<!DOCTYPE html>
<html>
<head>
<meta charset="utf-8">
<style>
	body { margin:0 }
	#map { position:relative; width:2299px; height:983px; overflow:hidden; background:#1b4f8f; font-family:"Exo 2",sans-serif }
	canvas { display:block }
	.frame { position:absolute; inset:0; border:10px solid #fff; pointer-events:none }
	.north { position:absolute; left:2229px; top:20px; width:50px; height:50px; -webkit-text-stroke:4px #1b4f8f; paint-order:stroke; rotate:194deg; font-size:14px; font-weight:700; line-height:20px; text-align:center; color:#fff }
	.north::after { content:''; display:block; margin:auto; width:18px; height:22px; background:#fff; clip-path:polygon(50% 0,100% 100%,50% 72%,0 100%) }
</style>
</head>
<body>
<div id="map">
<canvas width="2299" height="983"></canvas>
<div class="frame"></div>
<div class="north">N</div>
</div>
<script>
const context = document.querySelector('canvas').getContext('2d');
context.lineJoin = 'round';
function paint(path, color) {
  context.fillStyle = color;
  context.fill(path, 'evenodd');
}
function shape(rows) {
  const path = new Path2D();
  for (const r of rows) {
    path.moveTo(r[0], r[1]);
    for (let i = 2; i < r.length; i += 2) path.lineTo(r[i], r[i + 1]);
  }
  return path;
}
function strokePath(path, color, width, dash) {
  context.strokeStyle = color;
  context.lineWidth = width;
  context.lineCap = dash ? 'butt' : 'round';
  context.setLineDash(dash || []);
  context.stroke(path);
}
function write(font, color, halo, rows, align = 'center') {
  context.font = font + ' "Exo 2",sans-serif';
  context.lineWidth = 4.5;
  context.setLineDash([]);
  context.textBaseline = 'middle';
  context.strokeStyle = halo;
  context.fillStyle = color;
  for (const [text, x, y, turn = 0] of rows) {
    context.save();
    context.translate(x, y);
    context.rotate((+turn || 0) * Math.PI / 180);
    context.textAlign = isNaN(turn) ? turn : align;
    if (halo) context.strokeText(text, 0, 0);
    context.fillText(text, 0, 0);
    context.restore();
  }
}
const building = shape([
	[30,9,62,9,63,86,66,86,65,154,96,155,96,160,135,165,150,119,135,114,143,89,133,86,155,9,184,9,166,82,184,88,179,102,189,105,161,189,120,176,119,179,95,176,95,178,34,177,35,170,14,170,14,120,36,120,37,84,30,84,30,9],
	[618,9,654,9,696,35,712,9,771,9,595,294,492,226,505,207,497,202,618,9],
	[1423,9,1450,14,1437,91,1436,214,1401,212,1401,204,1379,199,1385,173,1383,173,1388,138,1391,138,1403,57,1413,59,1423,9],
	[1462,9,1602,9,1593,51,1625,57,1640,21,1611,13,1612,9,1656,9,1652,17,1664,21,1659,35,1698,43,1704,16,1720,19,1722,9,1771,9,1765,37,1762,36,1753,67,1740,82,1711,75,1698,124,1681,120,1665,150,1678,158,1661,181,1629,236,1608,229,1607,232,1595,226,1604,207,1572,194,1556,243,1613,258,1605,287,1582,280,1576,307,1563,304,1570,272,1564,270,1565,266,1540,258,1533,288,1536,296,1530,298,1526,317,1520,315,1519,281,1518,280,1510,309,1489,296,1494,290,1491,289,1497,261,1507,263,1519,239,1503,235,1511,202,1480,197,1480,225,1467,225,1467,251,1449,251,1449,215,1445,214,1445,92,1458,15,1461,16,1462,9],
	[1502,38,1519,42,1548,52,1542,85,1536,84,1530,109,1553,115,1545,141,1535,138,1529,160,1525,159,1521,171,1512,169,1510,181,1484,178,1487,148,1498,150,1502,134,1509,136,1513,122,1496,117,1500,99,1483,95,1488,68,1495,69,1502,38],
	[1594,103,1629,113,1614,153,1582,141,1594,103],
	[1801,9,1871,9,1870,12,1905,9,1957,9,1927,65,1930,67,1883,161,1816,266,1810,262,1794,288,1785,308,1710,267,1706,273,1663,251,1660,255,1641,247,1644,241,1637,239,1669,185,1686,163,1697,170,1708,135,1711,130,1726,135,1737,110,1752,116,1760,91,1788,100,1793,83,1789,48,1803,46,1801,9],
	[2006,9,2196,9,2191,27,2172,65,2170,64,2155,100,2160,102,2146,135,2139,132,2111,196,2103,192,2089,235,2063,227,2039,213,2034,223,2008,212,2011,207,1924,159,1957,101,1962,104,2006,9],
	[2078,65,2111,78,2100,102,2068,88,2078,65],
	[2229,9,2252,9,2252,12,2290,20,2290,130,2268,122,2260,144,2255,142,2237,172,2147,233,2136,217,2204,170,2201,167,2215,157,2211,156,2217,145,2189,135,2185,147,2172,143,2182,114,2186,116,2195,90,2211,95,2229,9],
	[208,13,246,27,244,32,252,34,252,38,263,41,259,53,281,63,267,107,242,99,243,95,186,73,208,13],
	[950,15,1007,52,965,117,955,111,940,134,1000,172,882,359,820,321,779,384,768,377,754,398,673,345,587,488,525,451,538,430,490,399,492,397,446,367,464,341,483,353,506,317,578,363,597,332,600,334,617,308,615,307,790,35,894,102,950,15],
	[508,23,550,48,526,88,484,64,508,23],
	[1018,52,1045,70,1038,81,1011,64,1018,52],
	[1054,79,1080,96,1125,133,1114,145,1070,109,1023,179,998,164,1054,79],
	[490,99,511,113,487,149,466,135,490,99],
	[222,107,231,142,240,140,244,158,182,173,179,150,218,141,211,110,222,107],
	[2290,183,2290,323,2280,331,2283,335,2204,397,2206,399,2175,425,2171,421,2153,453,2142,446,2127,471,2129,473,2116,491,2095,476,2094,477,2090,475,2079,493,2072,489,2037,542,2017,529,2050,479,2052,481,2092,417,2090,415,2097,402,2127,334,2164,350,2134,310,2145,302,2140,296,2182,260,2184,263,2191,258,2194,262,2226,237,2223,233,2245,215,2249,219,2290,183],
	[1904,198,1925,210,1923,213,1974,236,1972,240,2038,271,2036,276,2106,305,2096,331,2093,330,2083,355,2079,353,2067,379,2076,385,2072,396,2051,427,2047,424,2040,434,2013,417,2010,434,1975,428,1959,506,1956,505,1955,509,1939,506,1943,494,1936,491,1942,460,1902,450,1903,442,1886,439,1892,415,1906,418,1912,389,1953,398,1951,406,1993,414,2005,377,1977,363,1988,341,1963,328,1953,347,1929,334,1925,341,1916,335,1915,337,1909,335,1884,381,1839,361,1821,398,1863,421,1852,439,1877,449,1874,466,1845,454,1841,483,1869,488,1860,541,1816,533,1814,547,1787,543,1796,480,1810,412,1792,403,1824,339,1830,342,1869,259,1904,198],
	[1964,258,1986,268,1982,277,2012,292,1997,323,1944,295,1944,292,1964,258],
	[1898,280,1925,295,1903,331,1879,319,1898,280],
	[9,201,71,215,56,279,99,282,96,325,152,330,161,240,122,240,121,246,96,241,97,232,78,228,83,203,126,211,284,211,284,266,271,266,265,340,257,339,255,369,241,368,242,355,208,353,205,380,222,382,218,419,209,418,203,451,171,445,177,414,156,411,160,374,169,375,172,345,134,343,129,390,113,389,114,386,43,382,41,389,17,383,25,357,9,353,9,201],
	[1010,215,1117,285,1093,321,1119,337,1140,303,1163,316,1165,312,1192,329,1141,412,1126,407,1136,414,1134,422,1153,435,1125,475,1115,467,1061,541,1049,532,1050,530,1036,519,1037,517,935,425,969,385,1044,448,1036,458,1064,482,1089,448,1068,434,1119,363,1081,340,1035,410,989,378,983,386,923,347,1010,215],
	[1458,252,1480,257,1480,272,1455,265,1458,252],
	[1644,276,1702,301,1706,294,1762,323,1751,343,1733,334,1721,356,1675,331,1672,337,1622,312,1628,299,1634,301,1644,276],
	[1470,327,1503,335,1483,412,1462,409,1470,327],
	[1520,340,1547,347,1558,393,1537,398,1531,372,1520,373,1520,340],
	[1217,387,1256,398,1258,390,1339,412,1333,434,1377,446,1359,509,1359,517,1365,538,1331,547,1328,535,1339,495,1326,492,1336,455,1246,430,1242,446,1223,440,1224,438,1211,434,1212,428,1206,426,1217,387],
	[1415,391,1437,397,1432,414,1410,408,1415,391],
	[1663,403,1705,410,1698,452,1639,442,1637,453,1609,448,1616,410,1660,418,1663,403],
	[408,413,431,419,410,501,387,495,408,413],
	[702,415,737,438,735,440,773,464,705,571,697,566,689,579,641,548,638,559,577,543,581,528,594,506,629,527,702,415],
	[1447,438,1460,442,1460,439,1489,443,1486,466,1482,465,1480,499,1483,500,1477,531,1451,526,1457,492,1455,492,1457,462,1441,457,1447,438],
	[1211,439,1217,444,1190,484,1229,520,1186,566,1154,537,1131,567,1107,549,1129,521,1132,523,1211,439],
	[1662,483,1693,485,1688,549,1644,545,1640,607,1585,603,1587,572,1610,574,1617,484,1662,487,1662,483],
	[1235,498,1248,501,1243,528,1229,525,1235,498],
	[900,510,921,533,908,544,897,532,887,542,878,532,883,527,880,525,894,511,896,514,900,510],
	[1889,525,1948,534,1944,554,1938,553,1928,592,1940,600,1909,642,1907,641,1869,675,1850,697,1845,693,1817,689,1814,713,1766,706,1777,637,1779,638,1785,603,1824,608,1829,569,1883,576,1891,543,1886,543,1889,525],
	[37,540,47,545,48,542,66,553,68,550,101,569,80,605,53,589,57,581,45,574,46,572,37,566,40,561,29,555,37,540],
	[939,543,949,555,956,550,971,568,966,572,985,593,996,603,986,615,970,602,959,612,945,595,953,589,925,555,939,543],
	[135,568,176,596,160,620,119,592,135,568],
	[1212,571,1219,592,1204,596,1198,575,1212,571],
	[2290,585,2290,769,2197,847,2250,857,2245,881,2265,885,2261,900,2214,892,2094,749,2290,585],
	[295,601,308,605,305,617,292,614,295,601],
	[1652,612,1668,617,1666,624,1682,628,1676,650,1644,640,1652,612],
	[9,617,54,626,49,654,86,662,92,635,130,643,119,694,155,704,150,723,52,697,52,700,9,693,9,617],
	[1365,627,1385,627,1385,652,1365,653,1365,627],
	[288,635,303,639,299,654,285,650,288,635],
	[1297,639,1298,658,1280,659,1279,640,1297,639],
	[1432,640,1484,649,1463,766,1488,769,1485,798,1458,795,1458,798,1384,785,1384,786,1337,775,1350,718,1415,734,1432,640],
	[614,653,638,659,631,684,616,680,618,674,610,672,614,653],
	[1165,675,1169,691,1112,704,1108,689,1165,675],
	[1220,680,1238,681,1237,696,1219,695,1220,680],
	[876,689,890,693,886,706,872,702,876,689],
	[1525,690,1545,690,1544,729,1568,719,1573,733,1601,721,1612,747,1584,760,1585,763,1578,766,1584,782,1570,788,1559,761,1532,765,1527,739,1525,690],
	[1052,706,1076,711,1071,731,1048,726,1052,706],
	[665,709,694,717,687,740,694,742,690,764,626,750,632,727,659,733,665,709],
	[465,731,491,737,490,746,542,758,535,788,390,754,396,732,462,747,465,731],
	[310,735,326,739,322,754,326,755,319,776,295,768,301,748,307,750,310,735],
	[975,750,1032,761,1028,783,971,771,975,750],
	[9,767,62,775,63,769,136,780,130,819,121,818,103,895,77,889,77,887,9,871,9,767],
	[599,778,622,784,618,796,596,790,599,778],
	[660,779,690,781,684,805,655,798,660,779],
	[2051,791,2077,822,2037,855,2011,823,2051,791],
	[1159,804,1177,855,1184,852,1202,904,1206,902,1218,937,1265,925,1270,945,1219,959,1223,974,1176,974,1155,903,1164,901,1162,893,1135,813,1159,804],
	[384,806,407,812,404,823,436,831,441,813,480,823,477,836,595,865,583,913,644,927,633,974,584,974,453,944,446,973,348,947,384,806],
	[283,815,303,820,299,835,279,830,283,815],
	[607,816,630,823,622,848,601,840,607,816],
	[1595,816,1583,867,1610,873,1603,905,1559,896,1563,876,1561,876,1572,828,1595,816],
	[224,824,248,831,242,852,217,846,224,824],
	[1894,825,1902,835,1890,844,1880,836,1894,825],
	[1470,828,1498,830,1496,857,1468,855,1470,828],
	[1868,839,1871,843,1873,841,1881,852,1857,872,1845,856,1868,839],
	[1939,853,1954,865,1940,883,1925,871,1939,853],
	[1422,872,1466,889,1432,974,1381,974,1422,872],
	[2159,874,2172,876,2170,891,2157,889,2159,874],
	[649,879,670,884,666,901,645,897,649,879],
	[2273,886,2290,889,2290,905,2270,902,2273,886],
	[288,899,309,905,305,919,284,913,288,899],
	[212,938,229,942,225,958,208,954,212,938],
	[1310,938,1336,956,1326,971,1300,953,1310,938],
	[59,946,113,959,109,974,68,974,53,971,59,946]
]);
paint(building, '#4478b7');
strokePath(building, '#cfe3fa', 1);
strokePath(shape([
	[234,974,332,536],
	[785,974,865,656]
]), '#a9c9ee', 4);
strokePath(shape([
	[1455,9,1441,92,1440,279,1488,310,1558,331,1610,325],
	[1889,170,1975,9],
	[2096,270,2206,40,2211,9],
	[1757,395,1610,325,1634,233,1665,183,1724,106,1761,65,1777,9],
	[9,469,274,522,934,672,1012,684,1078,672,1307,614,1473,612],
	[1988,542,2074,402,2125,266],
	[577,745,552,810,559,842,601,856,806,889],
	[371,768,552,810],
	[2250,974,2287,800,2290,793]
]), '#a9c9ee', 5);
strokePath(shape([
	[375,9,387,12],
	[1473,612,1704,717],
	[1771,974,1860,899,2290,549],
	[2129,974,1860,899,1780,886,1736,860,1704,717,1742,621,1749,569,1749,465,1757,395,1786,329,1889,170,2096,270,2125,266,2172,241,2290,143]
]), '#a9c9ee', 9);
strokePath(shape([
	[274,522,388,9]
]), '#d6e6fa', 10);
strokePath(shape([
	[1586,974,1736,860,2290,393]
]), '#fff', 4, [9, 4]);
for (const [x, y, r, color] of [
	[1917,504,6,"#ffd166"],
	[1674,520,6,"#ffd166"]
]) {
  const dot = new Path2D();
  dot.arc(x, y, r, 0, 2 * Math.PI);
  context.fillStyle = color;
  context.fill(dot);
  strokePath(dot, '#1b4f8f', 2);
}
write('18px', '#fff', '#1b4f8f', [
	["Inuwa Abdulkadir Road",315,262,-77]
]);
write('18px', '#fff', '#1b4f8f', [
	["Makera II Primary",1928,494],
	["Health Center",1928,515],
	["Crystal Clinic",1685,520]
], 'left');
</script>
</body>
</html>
--*--
Copy out each line of the listing that holds "halo".

function write(font, color, halo, rows, align = 'center') {
  context.strokeStyle = halo;
    if (halo) context.strokeText(text, 0, 0);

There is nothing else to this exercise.